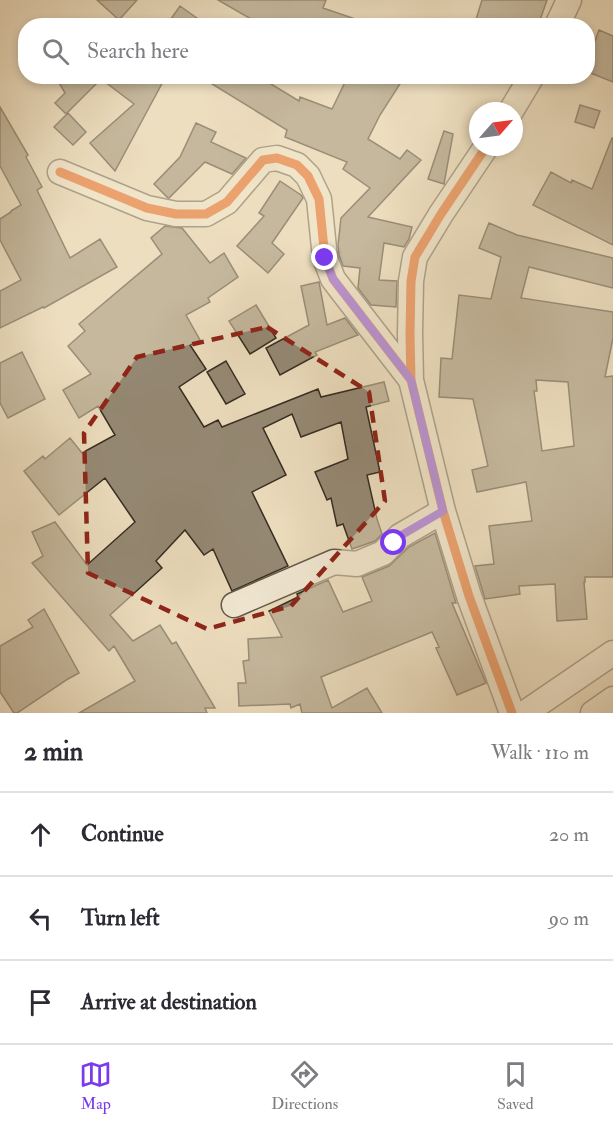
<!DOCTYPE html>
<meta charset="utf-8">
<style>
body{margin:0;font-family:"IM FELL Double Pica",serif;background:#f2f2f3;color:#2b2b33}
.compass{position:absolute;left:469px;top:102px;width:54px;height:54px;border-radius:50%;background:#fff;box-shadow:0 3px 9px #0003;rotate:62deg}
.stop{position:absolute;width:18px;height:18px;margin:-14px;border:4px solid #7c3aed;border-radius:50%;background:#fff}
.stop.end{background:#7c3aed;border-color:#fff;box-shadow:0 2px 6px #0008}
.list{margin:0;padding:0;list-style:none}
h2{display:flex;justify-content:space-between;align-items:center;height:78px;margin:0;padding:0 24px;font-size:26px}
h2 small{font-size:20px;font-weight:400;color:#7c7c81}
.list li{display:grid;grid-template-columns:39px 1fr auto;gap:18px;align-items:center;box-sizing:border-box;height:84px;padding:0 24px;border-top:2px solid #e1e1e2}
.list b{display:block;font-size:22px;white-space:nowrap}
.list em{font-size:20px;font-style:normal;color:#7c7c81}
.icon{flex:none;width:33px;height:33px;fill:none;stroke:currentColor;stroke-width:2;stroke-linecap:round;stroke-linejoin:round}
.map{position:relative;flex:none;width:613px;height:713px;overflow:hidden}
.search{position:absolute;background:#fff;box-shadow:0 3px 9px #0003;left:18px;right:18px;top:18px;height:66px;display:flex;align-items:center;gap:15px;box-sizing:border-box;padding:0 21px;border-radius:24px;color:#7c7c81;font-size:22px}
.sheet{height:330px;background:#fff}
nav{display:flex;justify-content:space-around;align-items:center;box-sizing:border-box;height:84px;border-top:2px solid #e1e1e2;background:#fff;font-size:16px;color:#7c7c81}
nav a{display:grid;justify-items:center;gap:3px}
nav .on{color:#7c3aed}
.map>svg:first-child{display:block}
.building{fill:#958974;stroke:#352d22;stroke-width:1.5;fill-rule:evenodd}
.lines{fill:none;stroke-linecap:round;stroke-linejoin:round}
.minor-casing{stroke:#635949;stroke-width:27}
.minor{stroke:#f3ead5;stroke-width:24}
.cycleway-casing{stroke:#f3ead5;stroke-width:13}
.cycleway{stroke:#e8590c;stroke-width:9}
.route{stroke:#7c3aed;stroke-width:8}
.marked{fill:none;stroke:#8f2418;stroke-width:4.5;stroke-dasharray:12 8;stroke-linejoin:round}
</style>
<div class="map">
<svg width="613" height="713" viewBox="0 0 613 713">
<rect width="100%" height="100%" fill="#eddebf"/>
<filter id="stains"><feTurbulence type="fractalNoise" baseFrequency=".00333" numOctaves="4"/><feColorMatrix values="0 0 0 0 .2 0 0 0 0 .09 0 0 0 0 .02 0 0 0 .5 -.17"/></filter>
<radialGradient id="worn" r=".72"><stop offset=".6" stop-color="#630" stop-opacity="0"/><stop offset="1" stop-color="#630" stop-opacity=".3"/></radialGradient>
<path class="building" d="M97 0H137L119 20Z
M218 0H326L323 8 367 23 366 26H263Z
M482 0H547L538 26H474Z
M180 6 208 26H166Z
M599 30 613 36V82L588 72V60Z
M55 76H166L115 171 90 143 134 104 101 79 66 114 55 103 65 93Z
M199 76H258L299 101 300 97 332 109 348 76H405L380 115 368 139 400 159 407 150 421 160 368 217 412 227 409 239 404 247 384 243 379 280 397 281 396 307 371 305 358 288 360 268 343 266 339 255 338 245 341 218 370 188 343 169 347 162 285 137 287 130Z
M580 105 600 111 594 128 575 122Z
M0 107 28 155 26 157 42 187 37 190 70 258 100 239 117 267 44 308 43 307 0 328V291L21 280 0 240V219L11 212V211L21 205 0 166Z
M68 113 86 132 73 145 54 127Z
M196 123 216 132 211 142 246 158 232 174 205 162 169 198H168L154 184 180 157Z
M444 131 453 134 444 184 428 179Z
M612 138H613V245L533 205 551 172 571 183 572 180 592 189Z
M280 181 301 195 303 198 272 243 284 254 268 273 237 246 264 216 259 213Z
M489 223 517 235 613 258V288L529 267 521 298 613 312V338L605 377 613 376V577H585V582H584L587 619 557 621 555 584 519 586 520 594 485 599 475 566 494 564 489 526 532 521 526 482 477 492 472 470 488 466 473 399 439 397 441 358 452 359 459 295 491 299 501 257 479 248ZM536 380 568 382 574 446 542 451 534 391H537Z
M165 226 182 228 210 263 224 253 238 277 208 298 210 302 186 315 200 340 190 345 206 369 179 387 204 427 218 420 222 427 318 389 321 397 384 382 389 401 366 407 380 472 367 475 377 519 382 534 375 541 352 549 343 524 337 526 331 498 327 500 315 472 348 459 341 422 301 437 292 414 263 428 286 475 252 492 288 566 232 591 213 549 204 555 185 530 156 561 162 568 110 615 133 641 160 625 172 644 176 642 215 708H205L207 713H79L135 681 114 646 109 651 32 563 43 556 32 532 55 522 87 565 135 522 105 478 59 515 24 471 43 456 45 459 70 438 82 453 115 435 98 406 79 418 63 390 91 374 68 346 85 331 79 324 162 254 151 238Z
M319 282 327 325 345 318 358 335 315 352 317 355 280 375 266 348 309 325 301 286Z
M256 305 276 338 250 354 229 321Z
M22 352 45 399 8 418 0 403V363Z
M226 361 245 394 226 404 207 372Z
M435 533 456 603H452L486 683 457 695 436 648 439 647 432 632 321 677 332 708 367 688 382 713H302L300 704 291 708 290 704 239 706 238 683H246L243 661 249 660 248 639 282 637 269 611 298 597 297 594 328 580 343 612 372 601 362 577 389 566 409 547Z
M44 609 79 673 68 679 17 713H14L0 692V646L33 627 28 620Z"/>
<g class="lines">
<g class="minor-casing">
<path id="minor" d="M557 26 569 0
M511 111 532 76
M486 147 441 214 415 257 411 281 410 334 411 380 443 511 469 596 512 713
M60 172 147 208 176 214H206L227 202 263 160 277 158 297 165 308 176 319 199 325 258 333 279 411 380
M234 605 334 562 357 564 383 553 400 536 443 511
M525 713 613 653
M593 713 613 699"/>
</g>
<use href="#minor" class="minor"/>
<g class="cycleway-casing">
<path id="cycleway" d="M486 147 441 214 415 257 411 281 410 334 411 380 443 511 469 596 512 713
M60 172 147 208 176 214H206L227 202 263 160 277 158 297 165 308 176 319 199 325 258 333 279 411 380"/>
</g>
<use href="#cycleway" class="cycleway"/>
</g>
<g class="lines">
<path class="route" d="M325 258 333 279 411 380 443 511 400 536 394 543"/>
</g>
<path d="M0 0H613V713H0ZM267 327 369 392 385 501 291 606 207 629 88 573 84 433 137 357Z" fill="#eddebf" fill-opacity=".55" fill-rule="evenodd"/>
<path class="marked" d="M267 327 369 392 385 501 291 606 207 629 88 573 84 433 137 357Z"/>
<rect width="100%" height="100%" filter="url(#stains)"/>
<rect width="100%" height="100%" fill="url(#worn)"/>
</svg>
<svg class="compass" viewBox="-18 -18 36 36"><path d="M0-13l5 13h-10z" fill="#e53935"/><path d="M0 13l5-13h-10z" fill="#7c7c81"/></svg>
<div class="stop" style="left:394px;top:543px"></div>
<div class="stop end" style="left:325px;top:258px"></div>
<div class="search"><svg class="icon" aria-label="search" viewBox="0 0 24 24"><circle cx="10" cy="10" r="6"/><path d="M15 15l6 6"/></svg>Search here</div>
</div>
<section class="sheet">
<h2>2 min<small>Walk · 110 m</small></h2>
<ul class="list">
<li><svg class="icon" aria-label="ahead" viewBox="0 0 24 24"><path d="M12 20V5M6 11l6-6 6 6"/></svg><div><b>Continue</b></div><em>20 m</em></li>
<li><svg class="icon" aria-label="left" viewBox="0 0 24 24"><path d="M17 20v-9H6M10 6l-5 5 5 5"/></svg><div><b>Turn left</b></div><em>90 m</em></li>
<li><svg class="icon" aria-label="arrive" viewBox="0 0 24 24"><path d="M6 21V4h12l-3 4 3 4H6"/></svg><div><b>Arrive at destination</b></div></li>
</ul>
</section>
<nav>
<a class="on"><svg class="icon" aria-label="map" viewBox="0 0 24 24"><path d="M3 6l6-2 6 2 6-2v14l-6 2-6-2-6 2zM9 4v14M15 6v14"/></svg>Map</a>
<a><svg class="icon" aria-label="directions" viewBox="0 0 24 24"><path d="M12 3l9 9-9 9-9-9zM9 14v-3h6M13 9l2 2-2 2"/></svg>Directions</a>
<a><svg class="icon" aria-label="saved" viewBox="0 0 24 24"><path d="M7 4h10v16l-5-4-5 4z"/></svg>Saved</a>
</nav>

━━━━━━

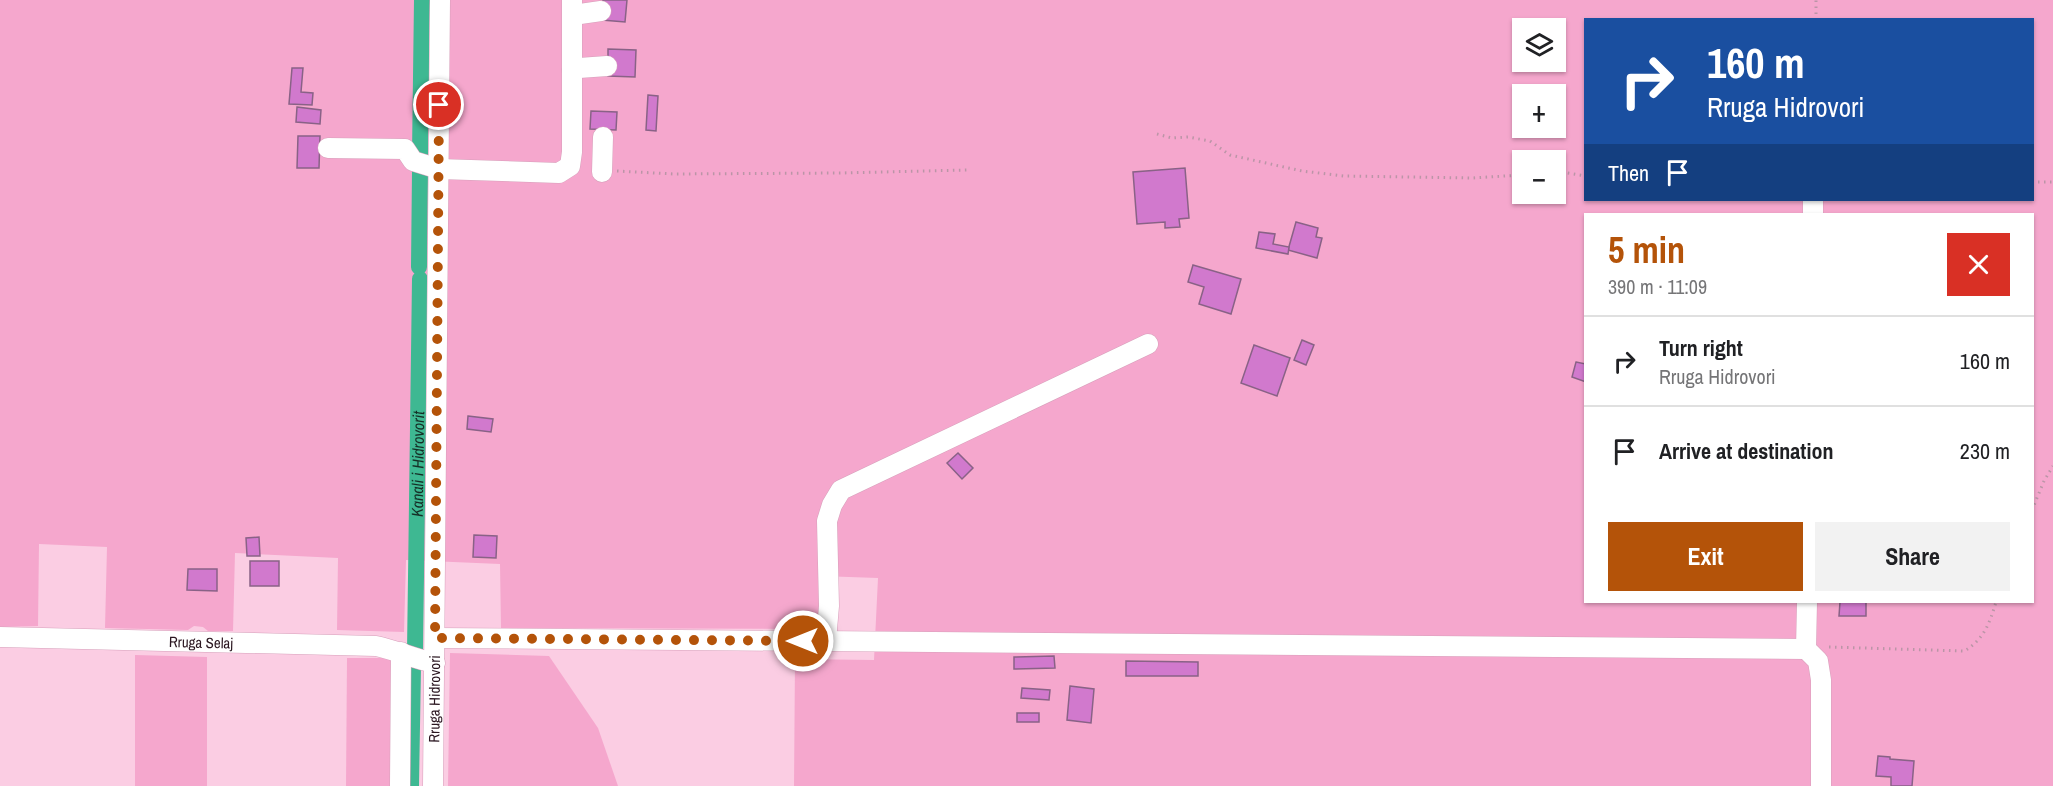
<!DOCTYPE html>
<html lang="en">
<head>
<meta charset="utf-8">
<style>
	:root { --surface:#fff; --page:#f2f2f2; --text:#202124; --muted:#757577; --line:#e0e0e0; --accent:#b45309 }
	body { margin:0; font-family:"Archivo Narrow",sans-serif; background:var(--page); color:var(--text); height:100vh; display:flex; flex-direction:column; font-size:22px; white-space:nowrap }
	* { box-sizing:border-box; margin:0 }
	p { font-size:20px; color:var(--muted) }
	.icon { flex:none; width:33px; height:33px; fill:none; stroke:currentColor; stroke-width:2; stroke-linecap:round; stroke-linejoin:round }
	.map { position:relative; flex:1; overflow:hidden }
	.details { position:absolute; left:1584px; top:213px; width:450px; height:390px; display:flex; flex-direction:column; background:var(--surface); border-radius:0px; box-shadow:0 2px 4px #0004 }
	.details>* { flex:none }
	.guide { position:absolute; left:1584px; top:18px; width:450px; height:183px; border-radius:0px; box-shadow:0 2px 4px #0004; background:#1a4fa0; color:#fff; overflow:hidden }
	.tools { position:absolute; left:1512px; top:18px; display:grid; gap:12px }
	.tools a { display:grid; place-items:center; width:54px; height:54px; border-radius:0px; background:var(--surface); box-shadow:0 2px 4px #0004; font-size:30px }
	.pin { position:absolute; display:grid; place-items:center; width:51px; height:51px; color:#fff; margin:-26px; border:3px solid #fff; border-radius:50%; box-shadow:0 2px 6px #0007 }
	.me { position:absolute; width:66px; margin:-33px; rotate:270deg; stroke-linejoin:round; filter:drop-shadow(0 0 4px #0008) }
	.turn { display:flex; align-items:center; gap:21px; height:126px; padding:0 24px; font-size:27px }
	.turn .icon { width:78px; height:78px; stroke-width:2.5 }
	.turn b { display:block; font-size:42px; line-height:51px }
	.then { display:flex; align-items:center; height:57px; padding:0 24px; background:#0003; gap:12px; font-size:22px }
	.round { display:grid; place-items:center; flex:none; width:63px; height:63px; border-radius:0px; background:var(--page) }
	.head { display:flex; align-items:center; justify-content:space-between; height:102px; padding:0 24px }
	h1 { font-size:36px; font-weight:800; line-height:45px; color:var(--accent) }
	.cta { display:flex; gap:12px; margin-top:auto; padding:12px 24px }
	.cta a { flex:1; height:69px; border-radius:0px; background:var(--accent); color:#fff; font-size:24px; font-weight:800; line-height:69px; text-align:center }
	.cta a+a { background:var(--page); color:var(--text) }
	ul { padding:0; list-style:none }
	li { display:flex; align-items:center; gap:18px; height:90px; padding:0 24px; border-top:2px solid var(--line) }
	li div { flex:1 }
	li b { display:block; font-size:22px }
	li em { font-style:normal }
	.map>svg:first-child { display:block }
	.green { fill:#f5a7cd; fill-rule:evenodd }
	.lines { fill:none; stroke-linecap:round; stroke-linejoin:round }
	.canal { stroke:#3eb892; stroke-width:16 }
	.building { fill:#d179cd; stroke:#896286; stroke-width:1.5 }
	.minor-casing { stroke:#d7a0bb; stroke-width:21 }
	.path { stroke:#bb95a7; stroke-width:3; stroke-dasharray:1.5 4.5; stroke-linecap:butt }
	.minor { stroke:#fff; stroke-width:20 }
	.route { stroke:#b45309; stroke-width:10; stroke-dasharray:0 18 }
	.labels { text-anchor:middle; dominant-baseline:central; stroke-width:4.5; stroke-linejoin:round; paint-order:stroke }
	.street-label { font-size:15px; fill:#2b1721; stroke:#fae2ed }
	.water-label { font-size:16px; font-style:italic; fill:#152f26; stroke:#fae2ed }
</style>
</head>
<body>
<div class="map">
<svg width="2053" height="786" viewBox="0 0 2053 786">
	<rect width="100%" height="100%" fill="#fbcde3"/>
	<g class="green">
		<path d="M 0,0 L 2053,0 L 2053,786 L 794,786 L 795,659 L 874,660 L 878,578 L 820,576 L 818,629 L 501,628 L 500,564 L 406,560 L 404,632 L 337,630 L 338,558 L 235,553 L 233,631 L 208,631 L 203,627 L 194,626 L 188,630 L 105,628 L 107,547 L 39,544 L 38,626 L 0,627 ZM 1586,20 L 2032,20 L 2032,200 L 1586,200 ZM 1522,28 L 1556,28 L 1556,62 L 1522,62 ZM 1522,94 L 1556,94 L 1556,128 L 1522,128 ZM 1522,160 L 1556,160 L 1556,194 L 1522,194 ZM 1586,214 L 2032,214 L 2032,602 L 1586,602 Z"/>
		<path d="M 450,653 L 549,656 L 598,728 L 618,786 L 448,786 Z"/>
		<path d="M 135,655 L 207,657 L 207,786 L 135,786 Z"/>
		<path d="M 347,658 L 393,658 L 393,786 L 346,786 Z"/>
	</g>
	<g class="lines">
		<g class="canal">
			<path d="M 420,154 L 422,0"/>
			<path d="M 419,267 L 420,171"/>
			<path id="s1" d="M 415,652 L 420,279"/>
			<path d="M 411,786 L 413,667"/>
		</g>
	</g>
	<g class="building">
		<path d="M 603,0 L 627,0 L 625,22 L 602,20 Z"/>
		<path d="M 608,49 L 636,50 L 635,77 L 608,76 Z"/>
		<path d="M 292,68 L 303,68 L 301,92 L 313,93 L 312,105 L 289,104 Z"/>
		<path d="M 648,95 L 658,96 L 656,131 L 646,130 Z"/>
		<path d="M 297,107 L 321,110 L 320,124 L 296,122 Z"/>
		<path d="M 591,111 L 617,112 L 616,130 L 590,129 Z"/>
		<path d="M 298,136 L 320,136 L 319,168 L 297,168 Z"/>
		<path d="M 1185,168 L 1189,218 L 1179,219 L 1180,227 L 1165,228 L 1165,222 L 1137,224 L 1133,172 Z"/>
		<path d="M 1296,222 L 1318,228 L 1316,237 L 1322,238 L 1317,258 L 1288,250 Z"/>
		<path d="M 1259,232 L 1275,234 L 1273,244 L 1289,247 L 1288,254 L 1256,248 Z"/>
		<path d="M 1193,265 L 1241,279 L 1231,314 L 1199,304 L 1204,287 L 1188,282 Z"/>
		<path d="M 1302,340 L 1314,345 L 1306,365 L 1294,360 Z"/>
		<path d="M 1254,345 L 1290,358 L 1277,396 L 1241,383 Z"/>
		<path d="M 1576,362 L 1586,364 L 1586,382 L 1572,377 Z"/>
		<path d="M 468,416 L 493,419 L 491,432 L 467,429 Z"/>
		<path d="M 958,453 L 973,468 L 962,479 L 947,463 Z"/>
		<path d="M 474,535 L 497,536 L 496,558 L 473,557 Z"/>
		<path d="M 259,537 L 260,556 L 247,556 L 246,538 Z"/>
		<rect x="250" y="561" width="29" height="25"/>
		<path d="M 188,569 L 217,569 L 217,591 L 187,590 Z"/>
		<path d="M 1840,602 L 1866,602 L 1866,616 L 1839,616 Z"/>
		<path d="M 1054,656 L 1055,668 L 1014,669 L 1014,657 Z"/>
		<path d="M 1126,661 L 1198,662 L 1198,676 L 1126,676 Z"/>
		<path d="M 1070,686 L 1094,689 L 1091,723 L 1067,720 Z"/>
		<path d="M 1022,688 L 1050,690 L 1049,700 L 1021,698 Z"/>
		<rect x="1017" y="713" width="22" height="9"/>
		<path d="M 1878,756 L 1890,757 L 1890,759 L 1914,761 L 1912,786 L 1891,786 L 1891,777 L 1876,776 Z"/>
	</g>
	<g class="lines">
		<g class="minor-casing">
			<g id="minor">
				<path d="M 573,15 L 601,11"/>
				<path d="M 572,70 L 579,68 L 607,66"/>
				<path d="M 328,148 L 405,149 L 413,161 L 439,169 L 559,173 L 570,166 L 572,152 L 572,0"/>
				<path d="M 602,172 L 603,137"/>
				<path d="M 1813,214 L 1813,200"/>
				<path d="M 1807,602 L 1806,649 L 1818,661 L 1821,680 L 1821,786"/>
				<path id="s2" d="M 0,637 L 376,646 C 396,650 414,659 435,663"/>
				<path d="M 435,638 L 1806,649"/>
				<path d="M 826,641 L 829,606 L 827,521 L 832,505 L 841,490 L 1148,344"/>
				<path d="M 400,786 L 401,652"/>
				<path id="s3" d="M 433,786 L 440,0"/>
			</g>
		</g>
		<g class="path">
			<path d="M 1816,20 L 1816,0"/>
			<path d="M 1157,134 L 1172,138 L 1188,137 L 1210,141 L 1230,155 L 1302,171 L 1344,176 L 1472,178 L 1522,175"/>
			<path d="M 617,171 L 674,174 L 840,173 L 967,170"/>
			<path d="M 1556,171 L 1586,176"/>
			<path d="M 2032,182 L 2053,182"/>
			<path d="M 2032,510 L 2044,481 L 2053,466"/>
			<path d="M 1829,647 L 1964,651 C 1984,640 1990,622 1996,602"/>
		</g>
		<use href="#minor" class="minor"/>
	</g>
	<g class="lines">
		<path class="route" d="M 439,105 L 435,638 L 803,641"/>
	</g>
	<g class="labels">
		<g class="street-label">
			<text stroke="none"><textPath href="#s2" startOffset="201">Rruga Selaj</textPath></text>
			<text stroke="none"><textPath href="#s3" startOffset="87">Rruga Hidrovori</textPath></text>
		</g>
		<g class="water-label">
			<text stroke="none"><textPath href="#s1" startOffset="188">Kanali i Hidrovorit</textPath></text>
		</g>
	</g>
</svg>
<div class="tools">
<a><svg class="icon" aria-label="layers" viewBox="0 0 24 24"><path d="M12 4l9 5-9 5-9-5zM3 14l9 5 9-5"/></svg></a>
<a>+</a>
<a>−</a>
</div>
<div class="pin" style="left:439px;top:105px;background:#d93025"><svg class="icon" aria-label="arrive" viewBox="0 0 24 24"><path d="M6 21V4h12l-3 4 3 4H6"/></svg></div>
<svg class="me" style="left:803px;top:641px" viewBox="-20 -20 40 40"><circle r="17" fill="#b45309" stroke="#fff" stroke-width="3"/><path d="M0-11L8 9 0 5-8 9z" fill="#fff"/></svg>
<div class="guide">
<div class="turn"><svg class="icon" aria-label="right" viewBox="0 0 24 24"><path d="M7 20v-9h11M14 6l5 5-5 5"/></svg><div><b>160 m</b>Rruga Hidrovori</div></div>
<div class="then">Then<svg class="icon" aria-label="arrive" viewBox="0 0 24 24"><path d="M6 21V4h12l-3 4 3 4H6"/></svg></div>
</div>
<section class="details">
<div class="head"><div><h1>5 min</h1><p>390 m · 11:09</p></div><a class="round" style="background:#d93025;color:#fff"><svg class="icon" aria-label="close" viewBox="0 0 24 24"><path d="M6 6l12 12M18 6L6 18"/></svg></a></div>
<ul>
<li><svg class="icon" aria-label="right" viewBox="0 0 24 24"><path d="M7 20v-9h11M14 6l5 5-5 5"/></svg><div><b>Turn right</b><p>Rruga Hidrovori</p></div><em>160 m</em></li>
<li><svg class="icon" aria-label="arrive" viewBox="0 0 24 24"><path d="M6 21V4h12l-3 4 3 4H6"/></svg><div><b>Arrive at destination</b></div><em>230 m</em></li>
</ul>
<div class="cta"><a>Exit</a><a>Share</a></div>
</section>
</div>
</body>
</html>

━━━━━━

> [PROBLEM]:
Among the records above, only the lines between the line holding "position:absolute; left:1584px; top:18px;" and the line holding "position:absolute; left:1512px; top:18px;", inclusive, are to be output, exactly as written.

> [WRITTEN ANSWER]:
	.guide { position:absolute; left:1584px; top:18px; width:450px; height:183px; border-radius:0px; box-shadow:0 2px 4px #0004; background:#1a4fa0; color:#fff; overflow:hidden }
	.tools { position:absolute; left:1512px; top:18px; display:grid; gap:12px }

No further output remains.